■ Work request:
Before printing the listing, strip out its pictures and keep everything else exact.

■ Provided entries:
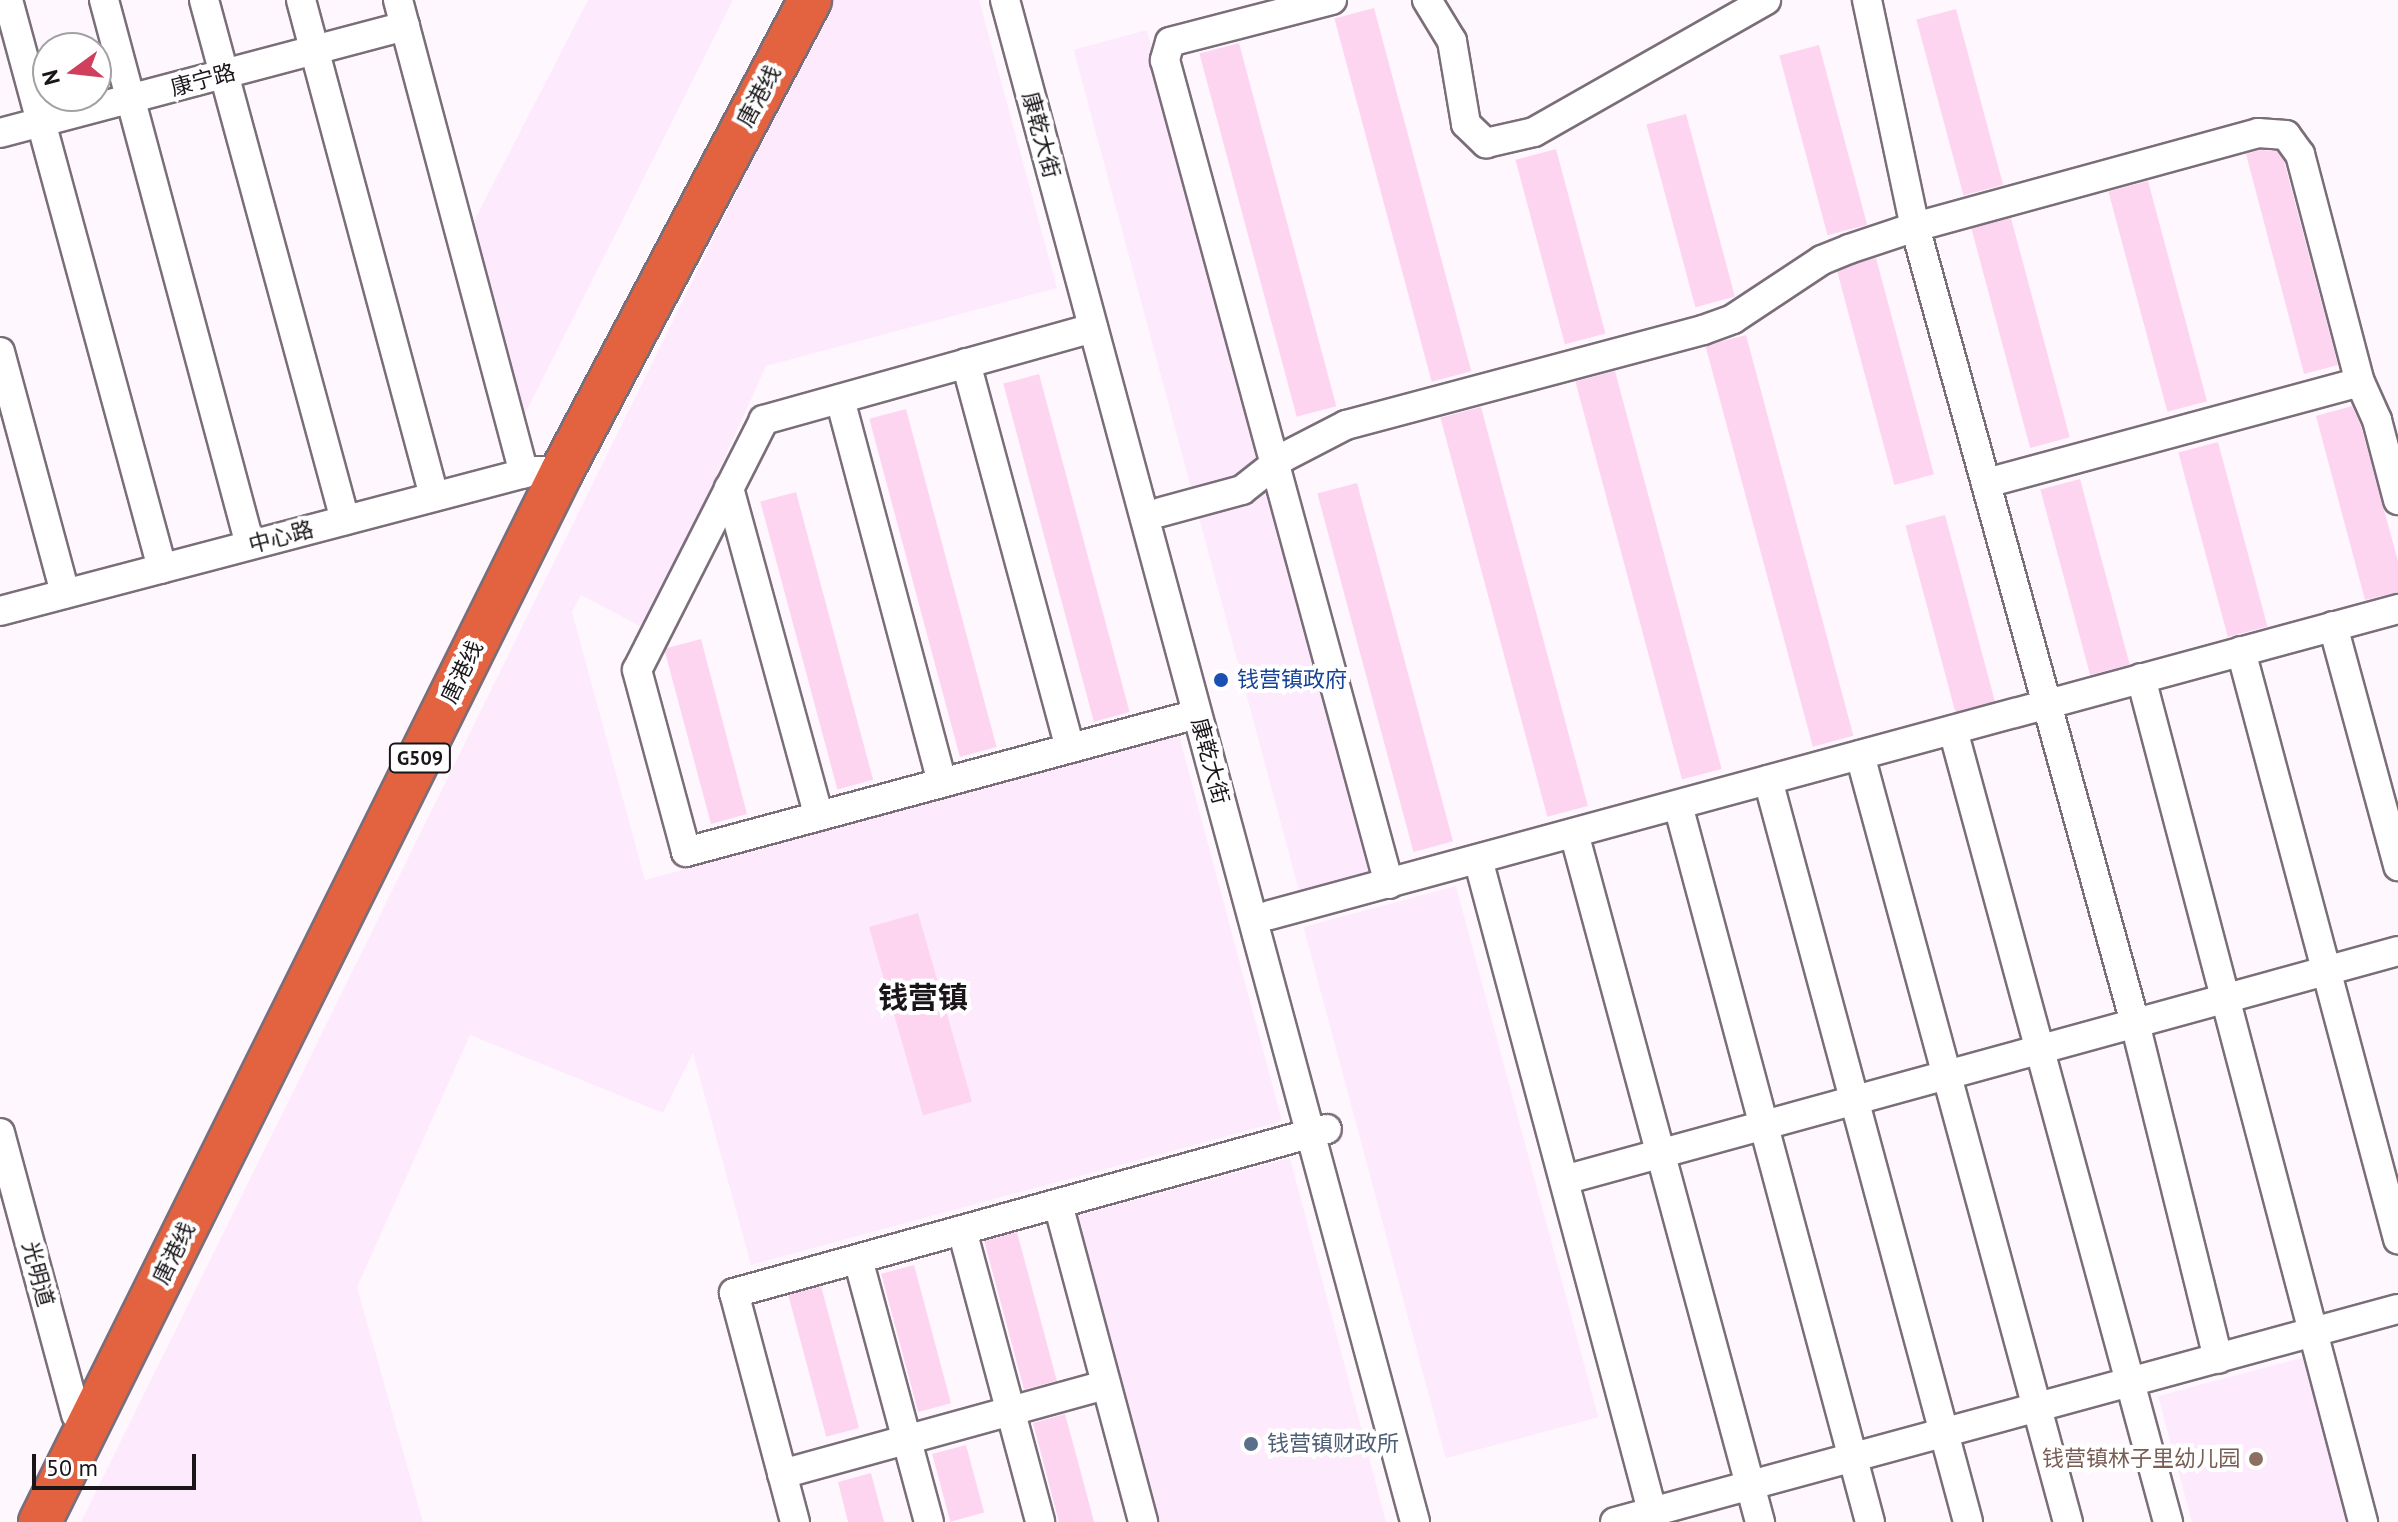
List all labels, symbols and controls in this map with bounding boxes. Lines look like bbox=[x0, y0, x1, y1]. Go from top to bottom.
north arrow bbox=[32, 32, 112, 112]
street label: 康宁路 bbox=[168, 59, 238, 101]
street label: 唐港线 bbox=[732, 61, 786, 131]
text: N bbox=[35, 67, 66, 88]
street label: 康乾大街 bbox=[1017, 89, 1065, 181]
street label: 中心路 bbox=[246, 516, 316, 558]
street label: 唐港线 bbox=[436, 637, 488, 707]
place label: 钱营镇政府 bbox=[1237, 667, 1347, 693]
marker: 钱营镇政府 bbox=[1212, 671, 1230, 689]
street label: 康乾大街 bbox=[1186, 715, 1234, 807]
road number: G509 bbox=[388, 742, 452, 774]
district label: 钱营镇 bbox=[878, 979, 968, 1015]
street label: 唐港线 bbox=[148, 1218, 200, 1288]
street label: 光明道 bbox=[17, 1239, 59, 1309]
place label: 钱营镇财政所 bbox=[1267, 1431, 1399, 1457]
marker: 钱营镇财政所 bbox=[1242, 1435, 1260, 1453]
scale bar bbox=[36, 1438, 200, 1488]
place label: 钱营镇林子里幼儿园 bbox=[2042, 1446, 2240, 1472]
marker: 钱营镇林子里幼儿园 bbox=[2247, 1450, 2265, 1468]
text: 50 m bbox=[46, 1452, 98, 1483]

■ Expected output:
List all labels, symbols and controls in this map with bounding boxes. Lines look like bbox=[x0, y0, x1, y1]. Go from top to bottom.
north arrow bbox=[32, 32, 112, 112]
street label: 康宁路 bbox=[168, 59, 238, 101]
street label: 唐港线 bbox=[732, 61, 786, 131]
text: N bbox=[35, 67, 66, 88]
street label: 康乾大街 bbox=[1017, 89, 1065, 181]
street label: 中心路 bbox=[246, 516, 316, 558]
street label: 唐港线 bbox=[436, 637, 488, 707]
place label: 钱营镇政府 bbox=[1237, 667, 1347, 693]
marker: 钱营镇政府 bbox=[1212, 671, 1230, 689]
street label: 康乾大街 bbox=[1186, 715, 1234, 807]
road number: G509 bbox=[388, 742, 452, 774]
district label: 钱营镇 bbox=[878, 979, 968, 1015]
street label: 唐港线 bbox=[148, 1218, 200, 1288]
street label: 光明道 bbox=[17, 1239, 59, 1309]
place label: 钱营镇财政所 bbox=[1267, 1431, 1399, 1457]
marker: 钱营镇财政所 bbox=[1242, 1435, 1260, 1453]
scale bar bbox=[36, 1438, 200, 1488]
place label: 钱营镇林子里幼儿园 bbox=[2042, 1446, 2240, 1472]
marker: 钱营镇林子里幼儿园 bbox=[2247, 1450, 2265, 1468]
text: 50 m bbox=[46, 1452, 98, 1483]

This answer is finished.